Bu tarif, gerçekte “ben” kelimesinin karşılığı, açıklaması değildir! “BEN”in, “ben” kelimesi ile işaret edilen varlığın, sahip olduğu özellikleri anlatma sadedinde yapılan bir açıklamadır.
Bana, “Hulûsi” adını vermişler.
“Kimdir Hulûsi” dediklerinde. “Benim” derim. “Peki, sen kimsin” diye bana sordukları zamanda “BEN” kelimesi ile işaret olunan orijin varlığı, ben anlatamam!
Yani, “Zât”ımı anlatamam... O, orijin varlığa “Zât” adı verilir tasavvufta!

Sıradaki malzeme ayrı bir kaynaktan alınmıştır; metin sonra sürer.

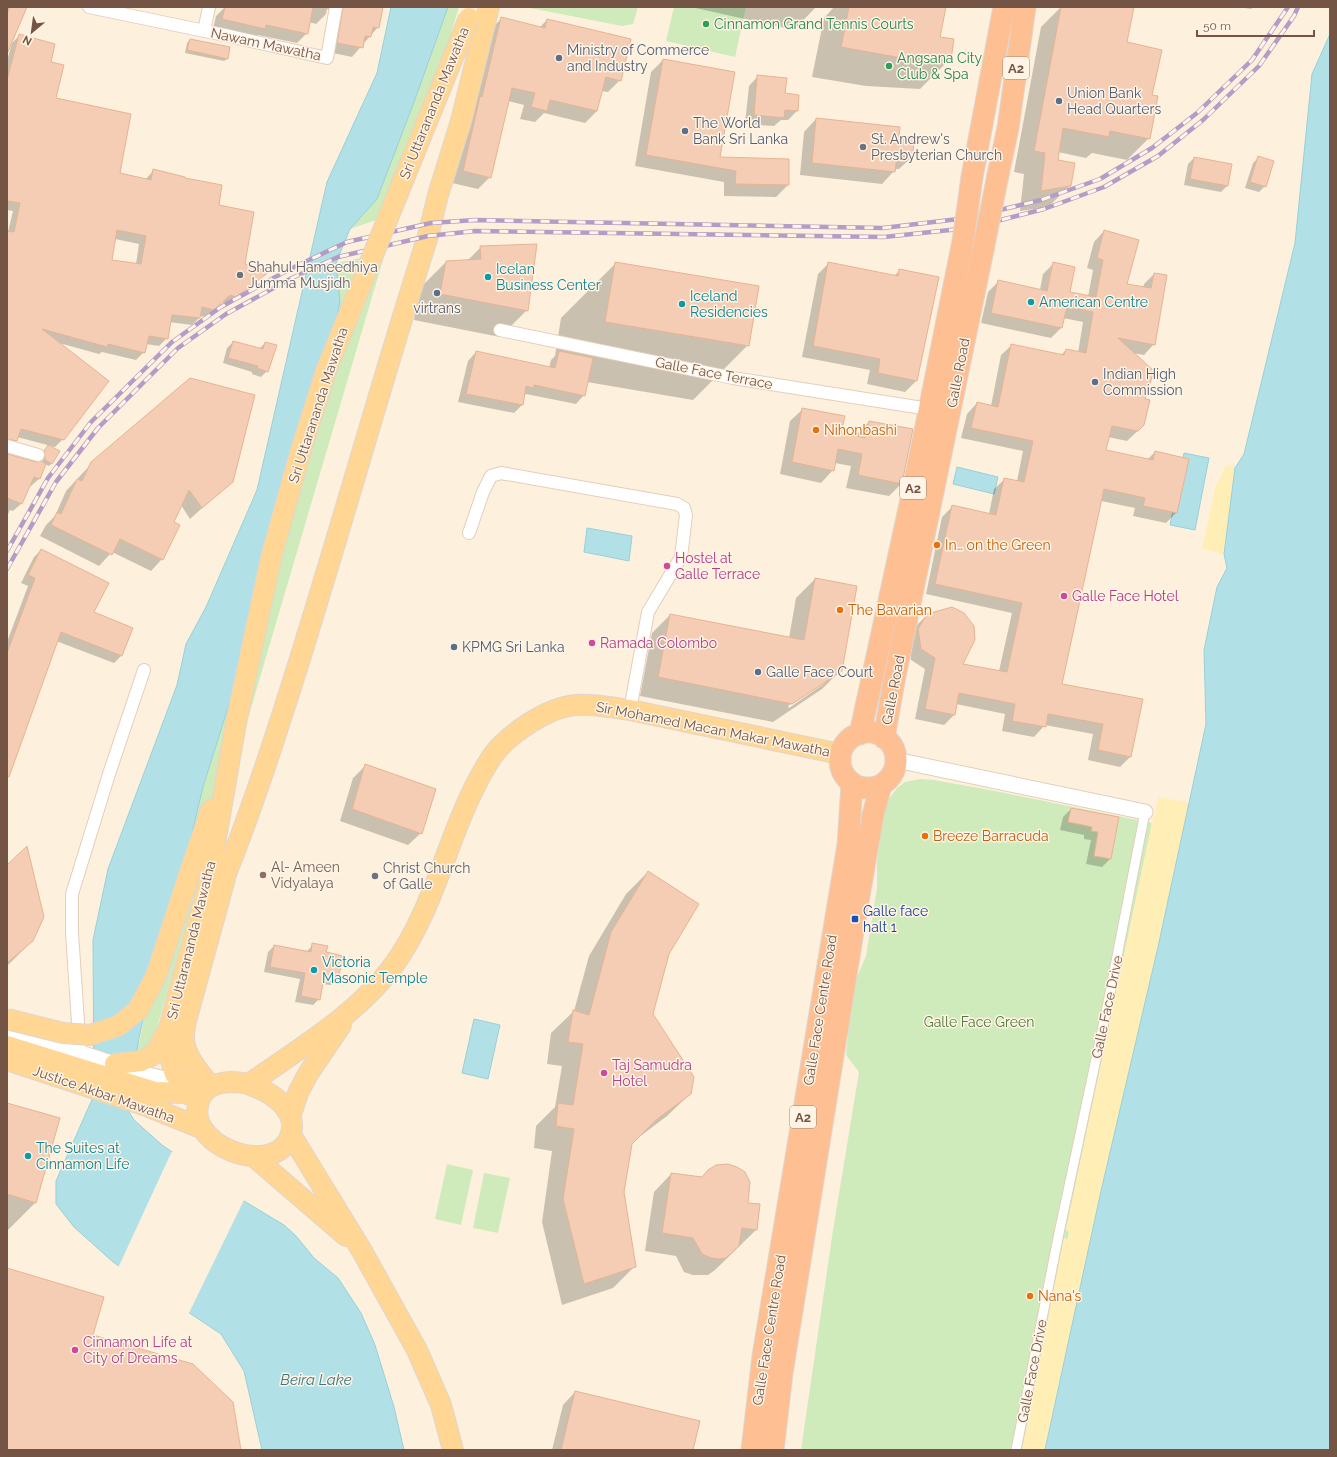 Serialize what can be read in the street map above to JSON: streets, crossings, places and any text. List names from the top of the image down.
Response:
{
  "streets": {
    "highway": ["A2", "Galle Road", "Galle Face Centre Road"],
    "main road": ["Sri Uttarananda Mawatha", "Sir Mohamed Macan Makar Mawatha", "Justice Akbar Mawatha"],
    "street": ["Nawam Mawatha", "Galle Face Terrace", "Galle Face Drive"]
  },
  "crossings": [
    ["Sri Uttarananda Mawatha", "Sir Mohamed Macan Makar Mawatha"],
    ["Sri Uttarananda Mawatha", "Justice Akbar Mawatha"],
    ["Galle Face Terrace", "Galle Road"],
    ["Galle Road", "Sir Mohamed Macan Makar Mawatha"],
    ["Galle Road", "Galle Face Drive"],
    ["Galle Road", "Galle Face Centre Road"],
    ["Sir Mohamed Macan Makar Mawatha", "Galle Face Drive"],
    ["Sir Mohamed Macan Makar Mawatha", "Galle Face Centre Road"],
    ["Sir Mohamed Macan Makar Mawatha", "Justice Akbar Mawatha"],
    ["Galle Face Drive", "Galle Face Centre Road"]
  ],
  "water": ["Beira Lake"],
  "parks": ["Galle Face Green"],
  "places": {
    "other": [
      "Cinnamon Grand Tennis Courts",
      "Ministry of Commerce and Industry",
      "Angsana City Club & Spa",
      "Union Bank Head Quarters",
      "The World Bank Sri Lanka",
      "St. Andrew's Presbyterian Church",
      "Shahul Hameedhiya Jumma Musjidh",
      "Icelan Business Center",
      "virtrans",
      "American Centre",
      "Iceland Residencies",
      "Indian High Commission",
      "Nihonbashi",
      "In… on the Green",
      "Hostel at Galle Terrace",
      "Galle Face Hotel",
      "The Bavarian",
      "Ramada Colombo",
      "KPMG Sri Lanka",
      "Galle Face Court",
      "Breeze Barracuda",
      "Al- Ameen Vidyalaya",
      "Christ Church of Galle",
      "Victoria Masonic Temple",
      "Taj Samudra Hotel",
      "The Suites at Cinnamon Life",
      "Nana's",
      "Cinnamon Life at City of Dreams"
    ],
    "transit": ["Galle face halt 1"]
  },
  "scale_bar": "50 m",
  "north": "bottom left"
}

“Zât”ımın sahip olduğu özellikleri yani sıfatları anlatmam mümkündür! Yani, vasıflarımı anlatırım. Bir diğer ifade ile sıfatlarımı, anlatırım!
Mesela; “Hayat” sıfatına sahibim ben... Hayatım olduğu için varım. Varlığım, hayatta olmamı açıklar! Demek ki, benim bir vasfım; Hayatta olmam!
Yani, “Hayy” isminin mânâsı bende mevcut olduğu için; hayatta olan, canlı bir varlığım! “Ben”im, bir vasfım bu!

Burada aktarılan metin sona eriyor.